(Saved entries)
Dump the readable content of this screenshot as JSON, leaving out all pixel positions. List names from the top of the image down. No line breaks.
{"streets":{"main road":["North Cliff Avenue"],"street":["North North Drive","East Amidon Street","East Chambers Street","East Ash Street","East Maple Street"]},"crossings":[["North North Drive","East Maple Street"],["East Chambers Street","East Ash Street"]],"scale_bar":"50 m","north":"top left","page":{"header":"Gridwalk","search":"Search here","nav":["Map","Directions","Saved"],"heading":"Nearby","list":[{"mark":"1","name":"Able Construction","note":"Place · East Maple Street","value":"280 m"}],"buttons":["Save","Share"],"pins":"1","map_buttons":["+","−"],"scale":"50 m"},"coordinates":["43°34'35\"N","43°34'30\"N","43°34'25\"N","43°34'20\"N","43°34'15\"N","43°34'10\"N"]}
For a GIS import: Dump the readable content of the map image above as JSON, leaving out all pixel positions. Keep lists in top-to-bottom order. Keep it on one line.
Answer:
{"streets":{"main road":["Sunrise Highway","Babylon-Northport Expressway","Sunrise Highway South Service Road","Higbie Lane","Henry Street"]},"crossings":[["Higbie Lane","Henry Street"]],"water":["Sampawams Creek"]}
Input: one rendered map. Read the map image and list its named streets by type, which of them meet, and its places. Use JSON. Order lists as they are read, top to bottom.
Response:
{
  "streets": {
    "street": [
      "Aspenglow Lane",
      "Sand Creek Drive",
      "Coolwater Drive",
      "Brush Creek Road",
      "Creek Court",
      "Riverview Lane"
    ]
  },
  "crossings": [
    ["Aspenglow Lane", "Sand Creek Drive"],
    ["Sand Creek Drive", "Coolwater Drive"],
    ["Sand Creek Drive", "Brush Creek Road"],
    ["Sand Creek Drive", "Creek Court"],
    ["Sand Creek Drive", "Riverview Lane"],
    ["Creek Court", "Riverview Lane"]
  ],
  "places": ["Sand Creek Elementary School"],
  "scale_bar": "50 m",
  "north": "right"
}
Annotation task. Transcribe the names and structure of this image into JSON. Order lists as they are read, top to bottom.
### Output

- Task
Transcribe the entries above, every line exactly as it reads.

- Result of the exercise
Dump the readable content of this screenshot as JSON, leaving out all pixel positions. List names from the top of the image down. No line breaks.
{"streets":{"main road":["North Cliff Avenue"],"street":["North North Drive","East Amidon Street","East Chambers Street","East Ash Street","East Maple Street"]},"crossings":[["North North Drive","East Maple Street"],["East Chambers Street","East Ash Street"]],"scale_bar":"50 m","north":"top left","page":{"header":"Gridwalk","search":"Search here","nav":["Map","Directions","Saved"],"heading":"Nearby","list":[{"mark":"1","name":"Able Construction","note":"Place · East Maple Street","value":"280 m"}],"buttons":["Save","Share"],"pins":"1","map_buttons":["+","−"],"scale":"50 m"},"coordinates":["43°34'35\"N","43°34'30\"N","43°34'25\"N","43°34'20\"N","43°34'15\"N","43°34'10\"N"]}
For a GIS import: Dump the readable content of the map image above as JSON, leaving out all pixel positions. Keep lists in top-to-bottom order. Keep it on one line.
Answer:
{"streets":{"main road":["Sunrise Highway","Babylon-Northport Expressway","Sunrise Highway South Service Road","Higbie Lane","Henry Street"]},"crossings":[["Higbie Lane","Henry Street"]],"water":["Sampawams Creek"]}
Input: one rendered map. Read the map image and list its named streets by type, which of them meet, and its places. Use JSON. Order lists as they are read, top to bottom.
Response:
{
  "streets": {
    "street": [
      "Aspenglow Lane",
      "Sand Creek Drive",
      "Coolwater Drive",
      "Brush Creek Road",
      "Creek Court",
      "Riverview Lane"
    ]
  },
  "crossings": [
    ["Aspenglow Lane", "Sand Creek Drive"],
    ["Sand Creek Drive", "Coolwater Drive"],
    ["Sand Creek Drive", "Brush Creek Road"],
    ["Sand Creek Drive", "Creek Court"],
    ["Sand Creek Drive", "Riverview Lane"],
    ["Creek Court", "Riverview Lane"]
  ],
  "places": ["Sand Creek Elementary School"],
  "scale_bar": "50 m",
  "north": "right"
}
Annotation task. Transcribe the names and structure of this image into JSON. Order lists as they are read, top to bottom.
### Output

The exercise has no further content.